The World Bank Board approved USD 650 million towards the third loan for the Indias’s Eastern Dedicated Freight Corridor (EDFC) to support the construction of the freight-only rail line.
The Eastern Corridor is 1,840 km long and extends from Ludhiana to Kolkata. The World Bank is supporting the Eastern Dedicated Freight Corridor (EDFC) as a series of projects in which the three sections with a total route length of 1,146 km will be delivered sequentially, but with considerable overlap in their construction schedules.
EDFC 3, approved on June 30, 2015, will build the 401 km Ludhiana-Khurja section in Uttar Pradesh, Haryana and Punjab. The Project will help increase the capacity of these freight-only lines by raising the axle-load limit from 22.9 to 25 tons and enable speeds of up to 100 km/hr.
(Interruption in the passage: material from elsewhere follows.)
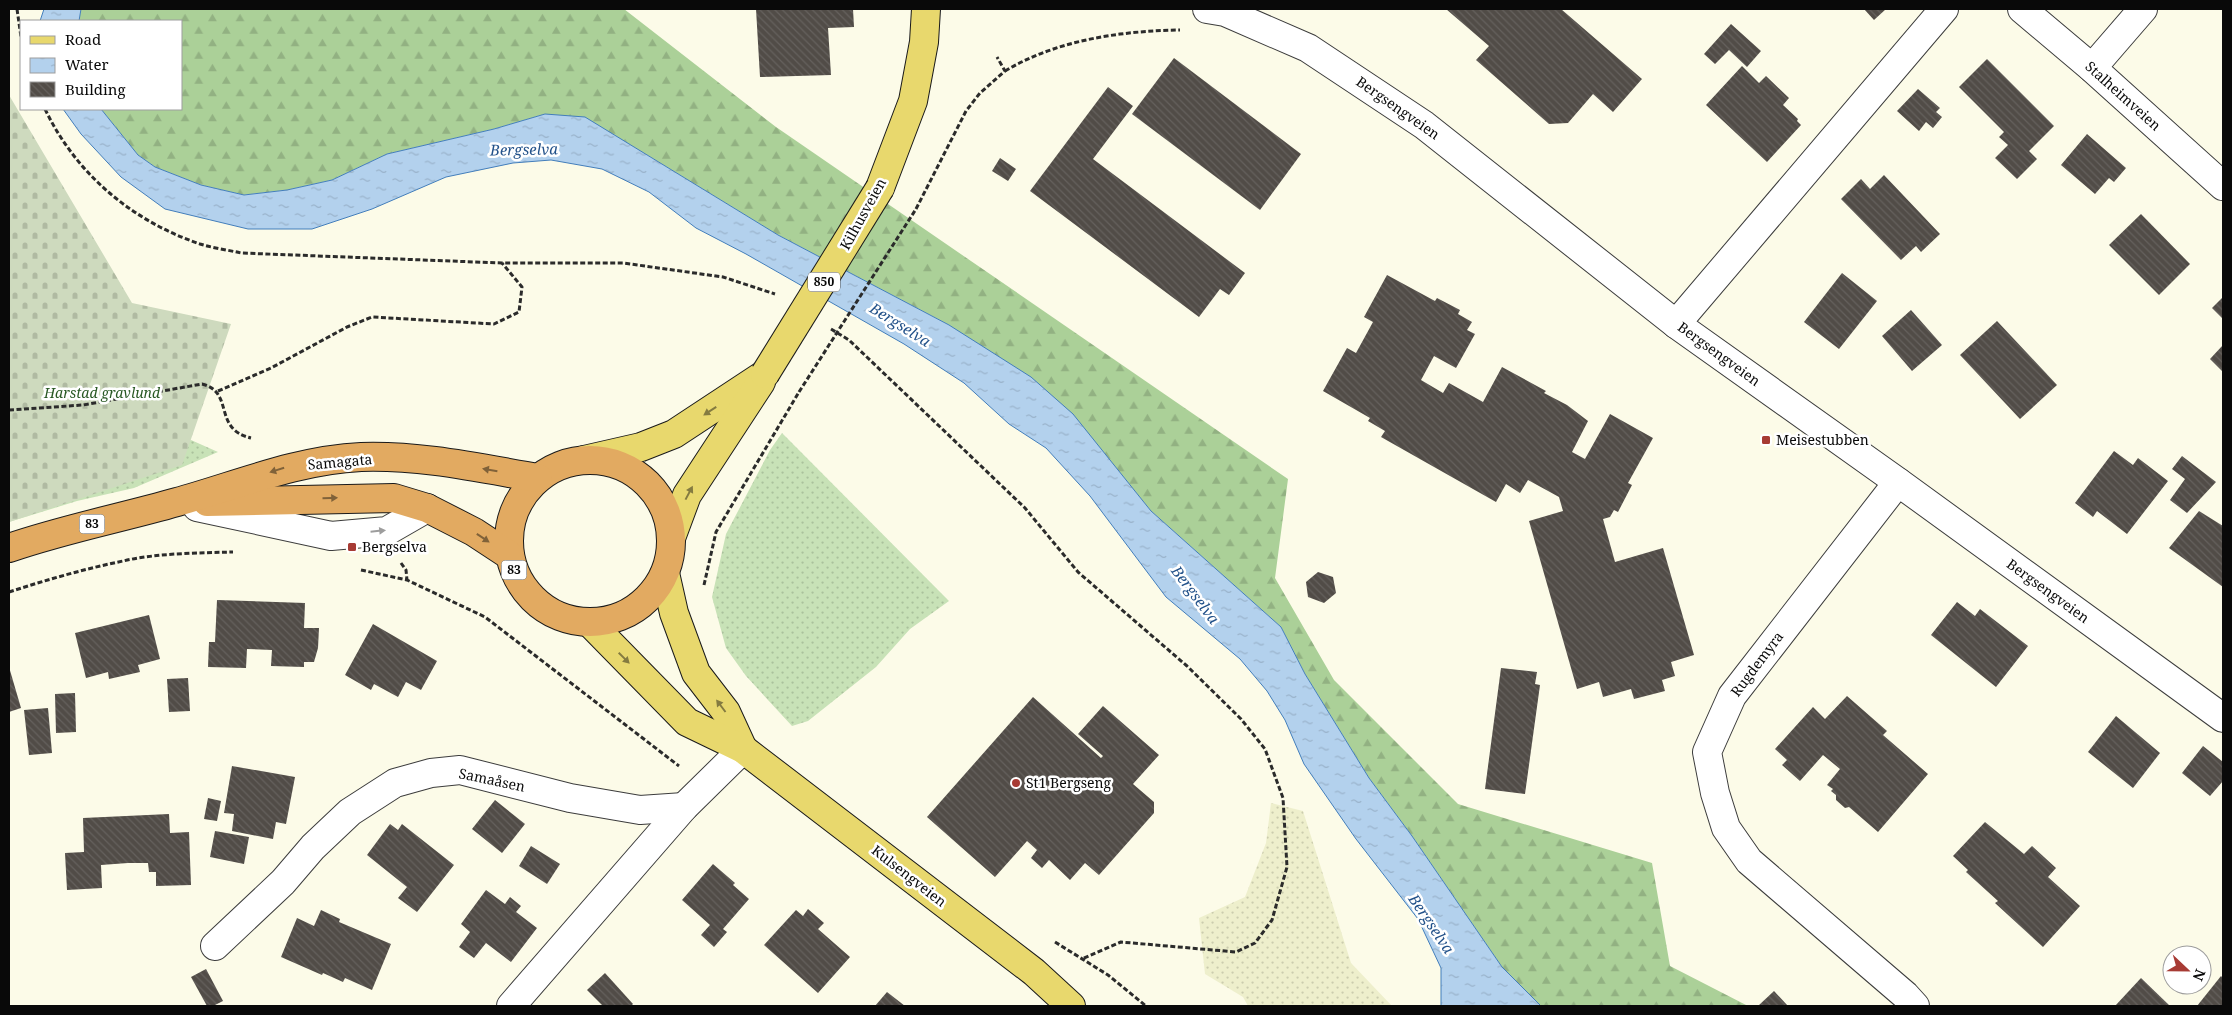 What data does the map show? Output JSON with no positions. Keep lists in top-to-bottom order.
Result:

It will also help develop the institutional capacity of the Dedicated Freight Corridor Corporation of India Ltd (DFCCIL) to build and maintain the DFC infrastructure network.
The first loan of USD 975 million for the 343 km Khurja-Kanpur section in the EDFC program was approved by the World Bank Board in May 2011 and is already under implementation. So far it has awarded contracts worth USD 700 million for this section. The second loan of USD 1.1 billion for EDFC2 which covers 402 km from Kanpur to Mughal Sarai was approved by the World Bank in April 2014. Under EDFC2, civil works contract for about USD 800 million has been awarded and contracts worth about USD 240 million, for establishing rail systems, are under procurement.